> ASSIGNED TASK:
Below are some records. Say in a single number how many of their lines include the word "serif".

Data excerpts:
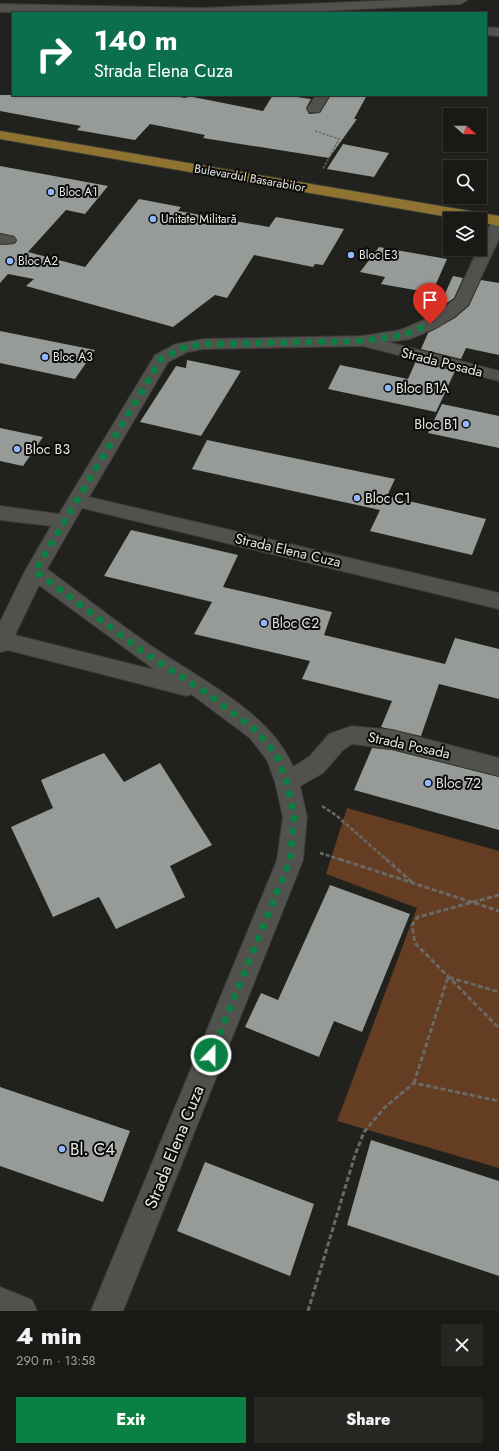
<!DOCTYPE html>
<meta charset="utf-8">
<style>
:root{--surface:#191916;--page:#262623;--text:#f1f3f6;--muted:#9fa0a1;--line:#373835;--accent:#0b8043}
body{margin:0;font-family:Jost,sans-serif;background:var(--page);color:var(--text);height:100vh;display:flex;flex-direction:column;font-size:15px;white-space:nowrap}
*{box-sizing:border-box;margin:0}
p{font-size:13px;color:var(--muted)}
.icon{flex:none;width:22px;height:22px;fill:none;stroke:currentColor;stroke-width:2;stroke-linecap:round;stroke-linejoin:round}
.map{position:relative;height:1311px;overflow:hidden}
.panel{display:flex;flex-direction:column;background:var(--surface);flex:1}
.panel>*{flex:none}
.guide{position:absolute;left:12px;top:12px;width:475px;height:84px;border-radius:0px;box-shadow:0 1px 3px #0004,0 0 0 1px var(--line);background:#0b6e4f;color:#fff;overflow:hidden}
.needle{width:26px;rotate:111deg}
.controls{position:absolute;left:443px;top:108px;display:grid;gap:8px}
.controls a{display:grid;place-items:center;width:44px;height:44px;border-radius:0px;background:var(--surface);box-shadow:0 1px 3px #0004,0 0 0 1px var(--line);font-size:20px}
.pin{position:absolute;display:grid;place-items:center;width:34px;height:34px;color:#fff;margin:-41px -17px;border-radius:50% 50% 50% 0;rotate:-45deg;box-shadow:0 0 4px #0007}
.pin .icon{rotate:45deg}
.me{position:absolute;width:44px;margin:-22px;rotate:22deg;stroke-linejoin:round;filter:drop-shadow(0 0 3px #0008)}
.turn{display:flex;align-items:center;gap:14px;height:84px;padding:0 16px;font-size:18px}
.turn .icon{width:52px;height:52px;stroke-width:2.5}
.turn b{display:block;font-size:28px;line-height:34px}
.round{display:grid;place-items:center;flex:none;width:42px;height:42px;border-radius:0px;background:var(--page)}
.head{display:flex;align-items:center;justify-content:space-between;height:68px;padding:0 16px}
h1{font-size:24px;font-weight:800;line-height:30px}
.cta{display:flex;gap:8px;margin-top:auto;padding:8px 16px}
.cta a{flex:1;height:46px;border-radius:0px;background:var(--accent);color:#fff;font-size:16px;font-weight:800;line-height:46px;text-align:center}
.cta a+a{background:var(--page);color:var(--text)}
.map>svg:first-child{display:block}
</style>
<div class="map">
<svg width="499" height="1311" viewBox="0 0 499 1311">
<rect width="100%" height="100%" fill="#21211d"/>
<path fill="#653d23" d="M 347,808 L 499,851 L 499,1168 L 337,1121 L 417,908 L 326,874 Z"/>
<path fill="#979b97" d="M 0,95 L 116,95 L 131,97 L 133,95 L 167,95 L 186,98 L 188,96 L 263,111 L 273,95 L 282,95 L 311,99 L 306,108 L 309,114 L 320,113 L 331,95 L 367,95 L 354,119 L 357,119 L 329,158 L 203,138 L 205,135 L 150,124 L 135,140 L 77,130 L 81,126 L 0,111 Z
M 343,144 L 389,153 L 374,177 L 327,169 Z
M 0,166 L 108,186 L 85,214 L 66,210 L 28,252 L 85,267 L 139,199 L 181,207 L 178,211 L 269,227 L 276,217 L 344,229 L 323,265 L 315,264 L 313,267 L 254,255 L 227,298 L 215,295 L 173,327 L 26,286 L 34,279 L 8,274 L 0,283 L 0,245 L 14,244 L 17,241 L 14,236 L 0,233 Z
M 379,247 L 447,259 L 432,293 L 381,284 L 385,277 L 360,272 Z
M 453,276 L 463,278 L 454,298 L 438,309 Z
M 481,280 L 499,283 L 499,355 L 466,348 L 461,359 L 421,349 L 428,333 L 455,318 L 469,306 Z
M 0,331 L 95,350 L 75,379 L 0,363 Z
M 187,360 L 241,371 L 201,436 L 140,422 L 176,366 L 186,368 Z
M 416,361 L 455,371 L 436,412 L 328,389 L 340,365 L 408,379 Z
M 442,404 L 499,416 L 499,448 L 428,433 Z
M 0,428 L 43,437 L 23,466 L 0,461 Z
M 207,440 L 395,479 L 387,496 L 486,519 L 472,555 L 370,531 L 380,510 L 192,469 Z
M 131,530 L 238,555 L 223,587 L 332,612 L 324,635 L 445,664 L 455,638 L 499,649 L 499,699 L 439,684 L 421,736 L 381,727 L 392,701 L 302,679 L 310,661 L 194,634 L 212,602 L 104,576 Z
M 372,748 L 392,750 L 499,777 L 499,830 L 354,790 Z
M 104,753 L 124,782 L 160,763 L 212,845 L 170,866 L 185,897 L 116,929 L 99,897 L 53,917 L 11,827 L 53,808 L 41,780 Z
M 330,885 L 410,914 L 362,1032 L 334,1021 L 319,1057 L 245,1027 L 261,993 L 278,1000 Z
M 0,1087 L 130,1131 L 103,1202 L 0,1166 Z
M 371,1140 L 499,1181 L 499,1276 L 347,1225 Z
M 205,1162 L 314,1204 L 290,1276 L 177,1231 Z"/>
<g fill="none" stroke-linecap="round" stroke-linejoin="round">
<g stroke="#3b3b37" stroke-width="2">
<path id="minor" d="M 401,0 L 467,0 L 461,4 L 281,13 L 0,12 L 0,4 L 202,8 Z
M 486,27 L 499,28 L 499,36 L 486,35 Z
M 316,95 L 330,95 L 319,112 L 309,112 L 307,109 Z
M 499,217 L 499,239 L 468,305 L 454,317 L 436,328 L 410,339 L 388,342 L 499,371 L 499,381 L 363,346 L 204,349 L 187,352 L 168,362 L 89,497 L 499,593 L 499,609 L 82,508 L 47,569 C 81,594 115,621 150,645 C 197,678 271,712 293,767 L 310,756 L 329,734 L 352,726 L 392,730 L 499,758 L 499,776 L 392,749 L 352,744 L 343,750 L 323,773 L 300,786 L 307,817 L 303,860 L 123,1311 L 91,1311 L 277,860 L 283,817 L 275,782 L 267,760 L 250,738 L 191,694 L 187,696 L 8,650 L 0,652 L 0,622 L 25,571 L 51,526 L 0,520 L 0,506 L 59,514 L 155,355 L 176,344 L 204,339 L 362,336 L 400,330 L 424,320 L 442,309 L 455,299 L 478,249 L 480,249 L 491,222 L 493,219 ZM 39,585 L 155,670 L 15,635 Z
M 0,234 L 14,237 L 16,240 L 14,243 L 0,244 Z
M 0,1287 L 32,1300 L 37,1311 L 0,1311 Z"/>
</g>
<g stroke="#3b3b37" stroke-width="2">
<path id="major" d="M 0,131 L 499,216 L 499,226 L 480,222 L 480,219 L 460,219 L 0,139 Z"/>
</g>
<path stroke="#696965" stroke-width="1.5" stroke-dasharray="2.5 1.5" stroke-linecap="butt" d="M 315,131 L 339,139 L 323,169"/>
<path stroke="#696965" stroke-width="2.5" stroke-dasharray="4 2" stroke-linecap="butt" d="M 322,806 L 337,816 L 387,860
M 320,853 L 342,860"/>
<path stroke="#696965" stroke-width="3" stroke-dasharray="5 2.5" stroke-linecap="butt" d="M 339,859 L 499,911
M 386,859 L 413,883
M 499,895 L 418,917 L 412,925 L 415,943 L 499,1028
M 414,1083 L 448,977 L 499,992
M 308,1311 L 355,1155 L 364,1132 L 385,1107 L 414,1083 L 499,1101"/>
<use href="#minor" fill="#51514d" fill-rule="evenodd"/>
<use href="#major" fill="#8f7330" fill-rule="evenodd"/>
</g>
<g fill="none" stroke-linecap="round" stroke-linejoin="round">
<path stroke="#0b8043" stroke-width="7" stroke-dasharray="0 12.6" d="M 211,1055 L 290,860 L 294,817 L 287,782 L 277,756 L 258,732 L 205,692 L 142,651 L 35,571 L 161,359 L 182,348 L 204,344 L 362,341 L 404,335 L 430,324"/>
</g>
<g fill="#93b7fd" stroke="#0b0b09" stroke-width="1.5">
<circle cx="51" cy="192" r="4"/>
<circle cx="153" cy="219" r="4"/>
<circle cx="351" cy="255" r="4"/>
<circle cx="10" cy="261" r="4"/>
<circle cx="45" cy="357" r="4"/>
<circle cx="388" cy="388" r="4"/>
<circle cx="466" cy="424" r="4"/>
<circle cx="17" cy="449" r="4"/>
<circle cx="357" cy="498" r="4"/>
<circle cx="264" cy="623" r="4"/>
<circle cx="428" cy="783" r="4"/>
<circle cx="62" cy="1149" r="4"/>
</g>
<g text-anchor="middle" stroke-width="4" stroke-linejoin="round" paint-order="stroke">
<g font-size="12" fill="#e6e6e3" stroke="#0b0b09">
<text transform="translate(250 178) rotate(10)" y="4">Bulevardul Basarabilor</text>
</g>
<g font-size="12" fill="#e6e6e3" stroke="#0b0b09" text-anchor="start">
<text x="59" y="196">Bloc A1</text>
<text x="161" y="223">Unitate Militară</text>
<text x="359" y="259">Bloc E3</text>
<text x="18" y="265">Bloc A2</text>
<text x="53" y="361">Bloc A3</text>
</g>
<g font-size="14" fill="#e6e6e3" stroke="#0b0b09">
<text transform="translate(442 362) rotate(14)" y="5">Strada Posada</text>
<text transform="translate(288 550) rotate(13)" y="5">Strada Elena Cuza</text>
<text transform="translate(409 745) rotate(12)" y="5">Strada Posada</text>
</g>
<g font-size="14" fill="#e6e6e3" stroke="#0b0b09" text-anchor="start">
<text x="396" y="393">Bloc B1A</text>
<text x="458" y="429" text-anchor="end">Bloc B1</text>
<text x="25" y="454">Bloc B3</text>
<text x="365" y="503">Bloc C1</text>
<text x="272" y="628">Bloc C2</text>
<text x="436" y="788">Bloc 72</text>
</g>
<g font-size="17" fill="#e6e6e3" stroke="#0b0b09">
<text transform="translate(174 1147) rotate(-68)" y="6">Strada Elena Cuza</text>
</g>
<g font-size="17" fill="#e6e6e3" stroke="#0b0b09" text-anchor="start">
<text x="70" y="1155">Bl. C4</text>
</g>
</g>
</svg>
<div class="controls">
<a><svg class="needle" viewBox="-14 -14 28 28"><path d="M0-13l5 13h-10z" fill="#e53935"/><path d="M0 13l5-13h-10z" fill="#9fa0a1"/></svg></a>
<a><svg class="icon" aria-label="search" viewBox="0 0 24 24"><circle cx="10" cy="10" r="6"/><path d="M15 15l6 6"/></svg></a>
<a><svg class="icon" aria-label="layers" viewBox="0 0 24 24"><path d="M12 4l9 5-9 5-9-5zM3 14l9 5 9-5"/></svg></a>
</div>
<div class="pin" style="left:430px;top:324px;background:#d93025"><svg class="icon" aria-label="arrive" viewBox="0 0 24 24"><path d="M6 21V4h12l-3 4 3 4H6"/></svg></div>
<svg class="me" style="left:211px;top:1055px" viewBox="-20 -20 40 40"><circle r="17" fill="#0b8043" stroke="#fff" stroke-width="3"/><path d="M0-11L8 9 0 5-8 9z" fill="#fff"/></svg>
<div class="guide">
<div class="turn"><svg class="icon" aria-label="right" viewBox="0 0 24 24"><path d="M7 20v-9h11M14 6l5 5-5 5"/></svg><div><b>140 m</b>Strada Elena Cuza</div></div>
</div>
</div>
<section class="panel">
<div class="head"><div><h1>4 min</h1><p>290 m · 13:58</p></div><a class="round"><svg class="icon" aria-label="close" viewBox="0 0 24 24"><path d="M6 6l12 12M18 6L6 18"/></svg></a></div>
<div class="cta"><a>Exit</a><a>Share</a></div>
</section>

...

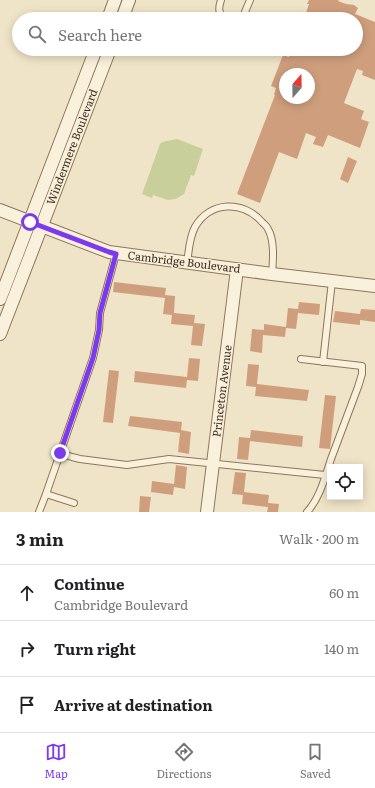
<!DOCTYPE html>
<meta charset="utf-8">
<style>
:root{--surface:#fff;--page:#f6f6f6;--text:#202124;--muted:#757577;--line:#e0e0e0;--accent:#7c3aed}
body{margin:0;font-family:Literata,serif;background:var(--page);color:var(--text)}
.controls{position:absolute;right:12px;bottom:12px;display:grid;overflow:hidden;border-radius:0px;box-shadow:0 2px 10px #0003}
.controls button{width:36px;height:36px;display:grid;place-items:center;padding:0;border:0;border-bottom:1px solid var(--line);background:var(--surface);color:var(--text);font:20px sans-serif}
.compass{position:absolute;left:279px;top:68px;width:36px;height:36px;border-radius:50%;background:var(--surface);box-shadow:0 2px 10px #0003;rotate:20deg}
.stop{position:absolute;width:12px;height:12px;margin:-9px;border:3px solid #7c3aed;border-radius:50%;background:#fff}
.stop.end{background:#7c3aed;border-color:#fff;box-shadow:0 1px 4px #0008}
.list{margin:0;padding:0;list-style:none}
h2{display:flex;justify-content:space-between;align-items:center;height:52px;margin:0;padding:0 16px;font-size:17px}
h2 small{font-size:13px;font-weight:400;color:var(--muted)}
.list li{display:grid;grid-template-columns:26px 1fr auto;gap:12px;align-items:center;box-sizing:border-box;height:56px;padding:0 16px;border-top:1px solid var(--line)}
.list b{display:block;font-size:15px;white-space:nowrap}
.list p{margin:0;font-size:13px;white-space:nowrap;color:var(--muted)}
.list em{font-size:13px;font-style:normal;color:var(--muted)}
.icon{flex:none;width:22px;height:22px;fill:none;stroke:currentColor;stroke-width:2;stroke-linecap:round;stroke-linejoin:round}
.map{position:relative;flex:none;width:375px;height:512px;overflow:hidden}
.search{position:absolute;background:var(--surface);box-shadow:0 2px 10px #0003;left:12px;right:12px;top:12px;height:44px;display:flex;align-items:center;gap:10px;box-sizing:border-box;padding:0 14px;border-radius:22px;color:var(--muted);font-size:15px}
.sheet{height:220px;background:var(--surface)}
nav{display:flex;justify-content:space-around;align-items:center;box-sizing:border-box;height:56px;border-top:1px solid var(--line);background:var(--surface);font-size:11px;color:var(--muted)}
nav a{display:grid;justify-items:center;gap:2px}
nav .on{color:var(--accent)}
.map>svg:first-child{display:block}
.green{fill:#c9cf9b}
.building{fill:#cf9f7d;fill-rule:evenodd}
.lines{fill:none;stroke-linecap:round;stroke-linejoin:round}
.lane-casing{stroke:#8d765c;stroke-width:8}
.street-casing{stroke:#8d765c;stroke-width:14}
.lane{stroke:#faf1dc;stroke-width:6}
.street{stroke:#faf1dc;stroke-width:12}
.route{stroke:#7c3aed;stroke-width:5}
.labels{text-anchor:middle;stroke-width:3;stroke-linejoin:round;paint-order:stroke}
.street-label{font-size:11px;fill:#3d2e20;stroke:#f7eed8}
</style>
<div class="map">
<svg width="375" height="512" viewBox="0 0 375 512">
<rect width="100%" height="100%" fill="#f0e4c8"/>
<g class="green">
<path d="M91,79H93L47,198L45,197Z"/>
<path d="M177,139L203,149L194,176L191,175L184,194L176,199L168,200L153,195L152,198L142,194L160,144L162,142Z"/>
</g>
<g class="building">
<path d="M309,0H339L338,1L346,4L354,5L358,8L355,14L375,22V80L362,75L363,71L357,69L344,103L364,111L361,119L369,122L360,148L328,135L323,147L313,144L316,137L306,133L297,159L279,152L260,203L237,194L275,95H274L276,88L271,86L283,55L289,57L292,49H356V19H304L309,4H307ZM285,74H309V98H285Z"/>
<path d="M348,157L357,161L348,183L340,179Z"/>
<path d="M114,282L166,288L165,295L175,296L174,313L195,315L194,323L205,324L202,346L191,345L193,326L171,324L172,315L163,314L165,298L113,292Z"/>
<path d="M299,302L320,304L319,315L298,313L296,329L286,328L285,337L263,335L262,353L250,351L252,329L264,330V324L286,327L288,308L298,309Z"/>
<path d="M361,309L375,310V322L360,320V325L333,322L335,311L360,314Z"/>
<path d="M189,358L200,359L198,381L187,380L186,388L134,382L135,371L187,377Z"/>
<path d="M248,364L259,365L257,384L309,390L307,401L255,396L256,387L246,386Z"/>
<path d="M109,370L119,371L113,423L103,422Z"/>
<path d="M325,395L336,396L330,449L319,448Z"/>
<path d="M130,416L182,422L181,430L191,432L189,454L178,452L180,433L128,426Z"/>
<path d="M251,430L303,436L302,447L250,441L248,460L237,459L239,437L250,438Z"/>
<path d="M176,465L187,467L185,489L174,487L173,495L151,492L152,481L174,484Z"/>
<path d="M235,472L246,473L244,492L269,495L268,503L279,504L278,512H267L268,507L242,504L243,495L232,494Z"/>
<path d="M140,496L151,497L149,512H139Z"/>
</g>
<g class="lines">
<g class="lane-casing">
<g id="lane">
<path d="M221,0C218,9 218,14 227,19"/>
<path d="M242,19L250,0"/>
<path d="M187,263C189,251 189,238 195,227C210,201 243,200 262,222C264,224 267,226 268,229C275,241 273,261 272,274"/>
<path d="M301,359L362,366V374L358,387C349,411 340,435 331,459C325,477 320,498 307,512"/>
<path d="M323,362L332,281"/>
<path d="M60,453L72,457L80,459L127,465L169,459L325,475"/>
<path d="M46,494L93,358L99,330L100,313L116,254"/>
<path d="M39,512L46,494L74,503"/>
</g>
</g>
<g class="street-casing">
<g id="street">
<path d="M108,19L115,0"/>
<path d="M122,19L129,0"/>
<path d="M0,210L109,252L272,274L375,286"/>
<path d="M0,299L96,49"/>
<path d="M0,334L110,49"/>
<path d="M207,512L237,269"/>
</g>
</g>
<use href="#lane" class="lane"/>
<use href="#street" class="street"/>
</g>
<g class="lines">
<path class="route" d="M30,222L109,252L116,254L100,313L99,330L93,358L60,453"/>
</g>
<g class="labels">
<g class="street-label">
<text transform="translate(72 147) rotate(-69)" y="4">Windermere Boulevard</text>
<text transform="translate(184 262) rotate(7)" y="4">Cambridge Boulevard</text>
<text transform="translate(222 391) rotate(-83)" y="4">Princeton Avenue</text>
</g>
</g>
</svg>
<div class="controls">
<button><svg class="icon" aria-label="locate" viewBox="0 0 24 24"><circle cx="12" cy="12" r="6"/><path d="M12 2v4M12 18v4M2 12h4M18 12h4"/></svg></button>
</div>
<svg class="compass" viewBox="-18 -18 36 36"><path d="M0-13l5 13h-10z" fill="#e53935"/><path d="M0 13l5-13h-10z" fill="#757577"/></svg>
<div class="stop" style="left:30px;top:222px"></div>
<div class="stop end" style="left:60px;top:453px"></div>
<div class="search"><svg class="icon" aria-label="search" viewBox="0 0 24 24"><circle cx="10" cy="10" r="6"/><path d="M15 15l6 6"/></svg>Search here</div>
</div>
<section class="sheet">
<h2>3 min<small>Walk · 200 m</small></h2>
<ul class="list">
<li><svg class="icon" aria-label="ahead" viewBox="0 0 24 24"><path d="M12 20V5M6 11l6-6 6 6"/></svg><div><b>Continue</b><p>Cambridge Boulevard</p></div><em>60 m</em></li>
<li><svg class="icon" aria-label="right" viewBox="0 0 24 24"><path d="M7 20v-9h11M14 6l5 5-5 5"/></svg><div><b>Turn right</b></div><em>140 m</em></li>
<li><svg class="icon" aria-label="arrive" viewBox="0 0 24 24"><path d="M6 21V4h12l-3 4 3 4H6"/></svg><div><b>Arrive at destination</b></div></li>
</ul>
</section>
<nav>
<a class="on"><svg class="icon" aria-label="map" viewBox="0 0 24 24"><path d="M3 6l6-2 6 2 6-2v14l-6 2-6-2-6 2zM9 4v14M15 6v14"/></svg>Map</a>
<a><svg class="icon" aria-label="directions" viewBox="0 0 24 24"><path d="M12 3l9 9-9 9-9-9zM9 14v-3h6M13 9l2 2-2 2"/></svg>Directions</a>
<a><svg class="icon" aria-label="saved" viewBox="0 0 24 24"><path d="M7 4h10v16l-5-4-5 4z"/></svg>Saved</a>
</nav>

> THE ANSWER:
3